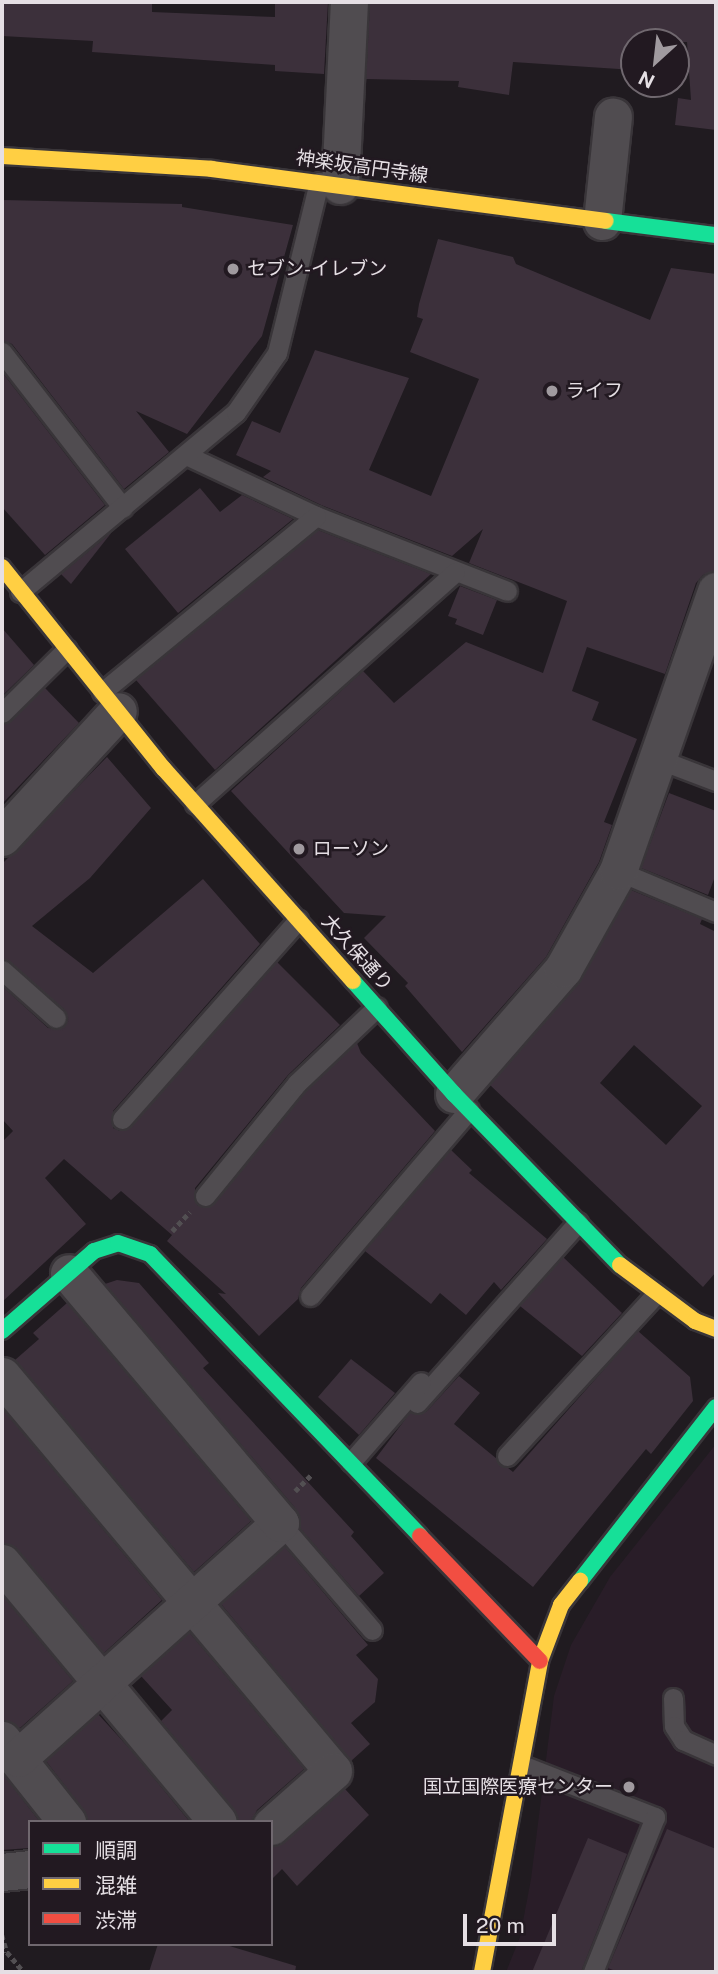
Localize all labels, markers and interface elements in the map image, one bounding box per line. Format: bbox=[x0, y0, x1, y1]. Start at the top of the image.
north arrow bbox=[620, 28, 690, 98]
text: N bbox=[635, 67, 658, 93]
street label: 神楽坂高円寺線 bbox=[295, 146, 429, 188]
place label: セブン-イレブン bbox=[247, 258, 387, 280]
marker: セブン-イレブン bbox=[225, 261, 241, 277]
place label: ライフ bbox=[566, 380, 623, 402]
marker: ライフ bbox=[544, 383, 560, 399]
place label: ローソン bbox=[313, 838, 389, 860]
marker: ローソン bbox=[291, 841, 307, 857]
street label: 大久保通り bbox=[317, 910, 397, 996]
place label: 国立国際医療センター bbox=[423, 1776, 613, 1798]
marker: 国立国際医療センター bbox=[619, 1777, 639, 1797]
legend bbox=[28, 1820, 273, 1946]
text: 順調 bbox=[95, 1838, 137, 1863]
text: 混雑 bbox=[95, 1873, 137, 1898]
scale bar bbox=[466, 1900, 559, 1944]
text: 渋滞 bbox=[95, 1908, 137, 1933]
text: 20 m bbox=[476, 1913, 525, 1938]

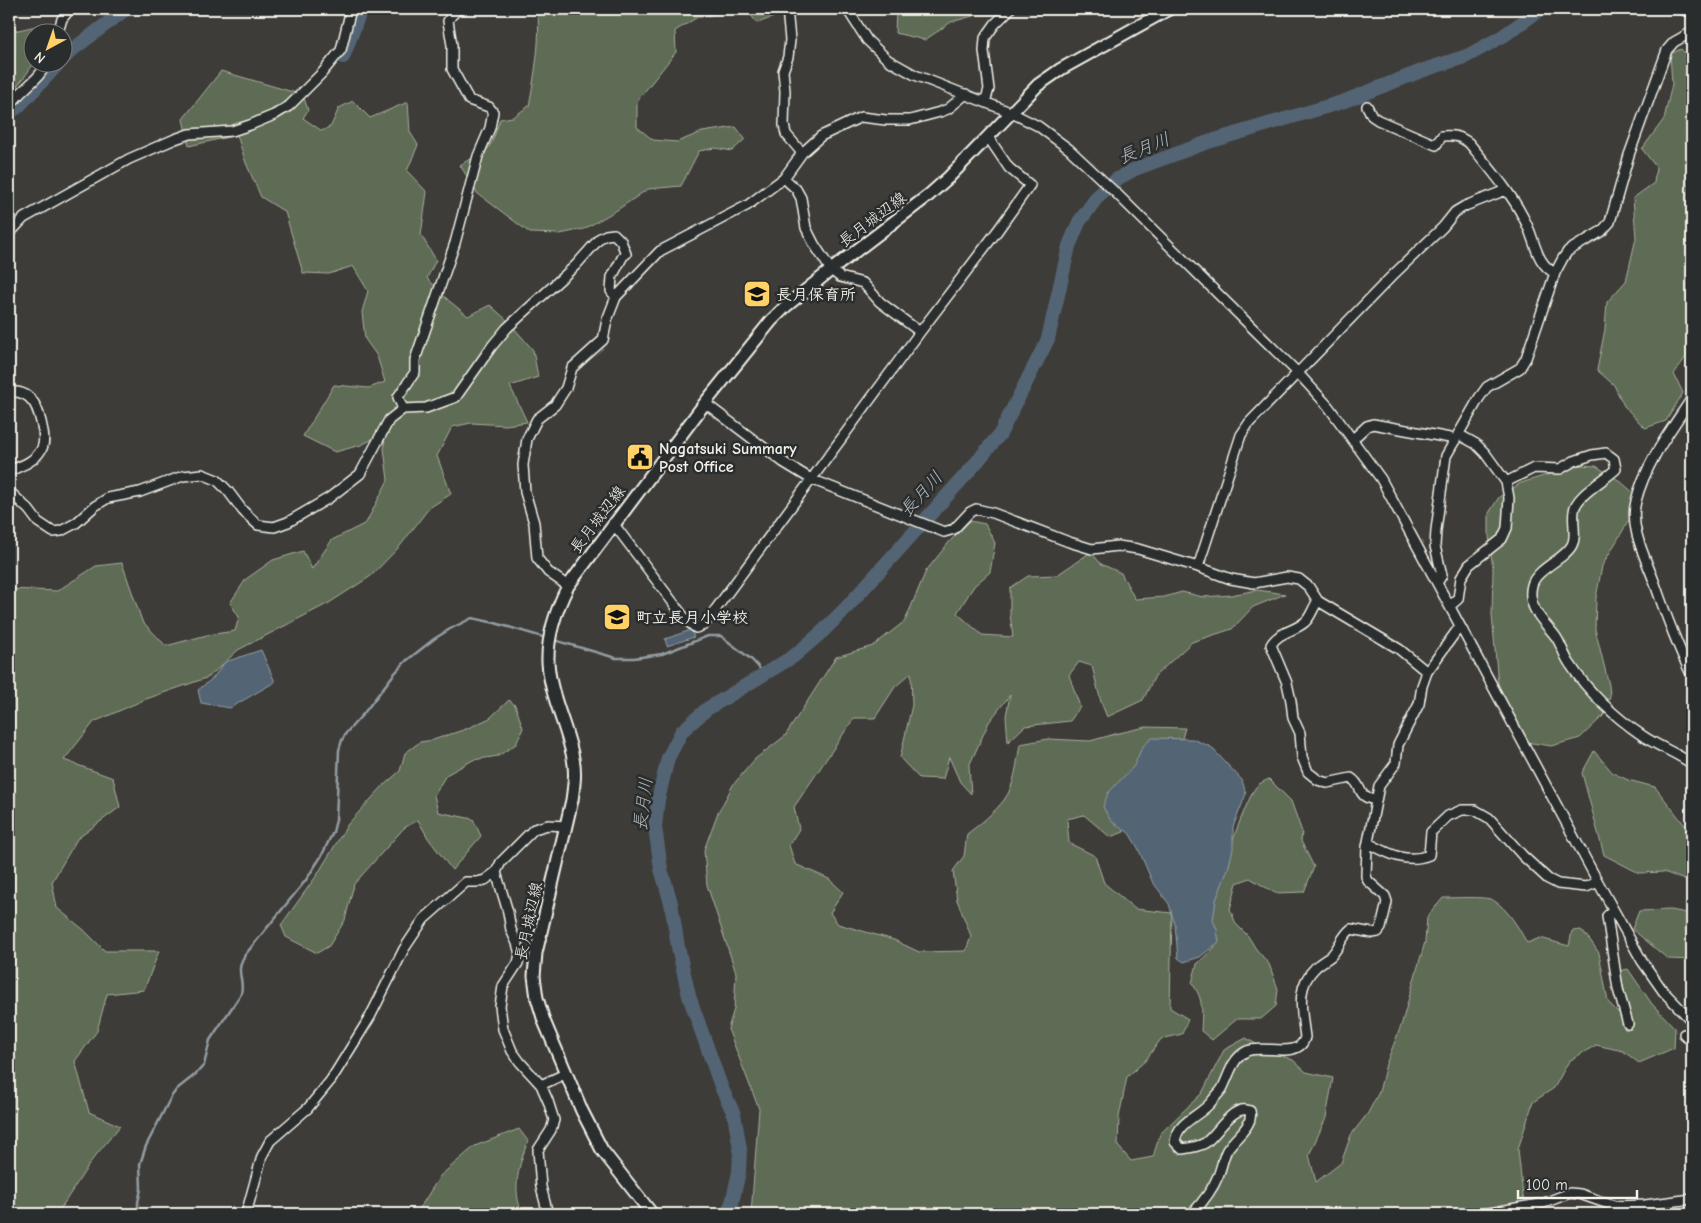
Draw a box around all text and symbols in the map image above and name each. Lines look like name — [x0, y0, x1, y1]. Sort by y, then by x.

WORK REQUIRED:
Each line of the material above should be set down exactly, with no pictures.

RESPONSE AREA:
Localize all labels, markers and interface elements in the map image, one bounding box per line. Format: bbox=[x0, y0, x1, y1]. Start at the top of the image.
north arrow bbox=[620, 28, 690, 98]
text: N bbox=[635, 67, 658, 93]
street label: 神楽坂高円寺線 bbox=[295, 146, 429, 188]
place label: セブン-イレブン bbox=[247, 258, 387, 280]
marker: セブン-イレブン bbox=[225, 261, 241, 277]
place label: ライフ bbox=[566, 380, 623, 402]
marker: ライフ bbox=[544, 383, 560, 399]
place label: ローソン bbox=[313, 838, 389, 860]
marker: ローソン bbox=[291, 841, 307, 857]
street label: 大久保通り bbox=[317, 910, 397, 996]
place label: 国立国際医療センター bbox=[423, 1776, 613, 1798]
marker: 国立国際医療センター bbox=[619, 1777, 639, 1797]
legend bbox=[28, 1820, 273, 1946]
text: 順調 bbox=[95, 1838, 137, 1863]
text: 混雑 bbox=[95, 1873, 137, 1898]
scale bar bbox=[466, 1900, 559, 1944]
text: 渋滞 bbox=[95, 1908, 137, 1933]
text: 20 m bbox=[476, 1913, 525, 1938]

Draw a box around all text and symbols in the map image above and name each. Lines look like name — [x0, y0, x1, y1]. Sort by y, then by x.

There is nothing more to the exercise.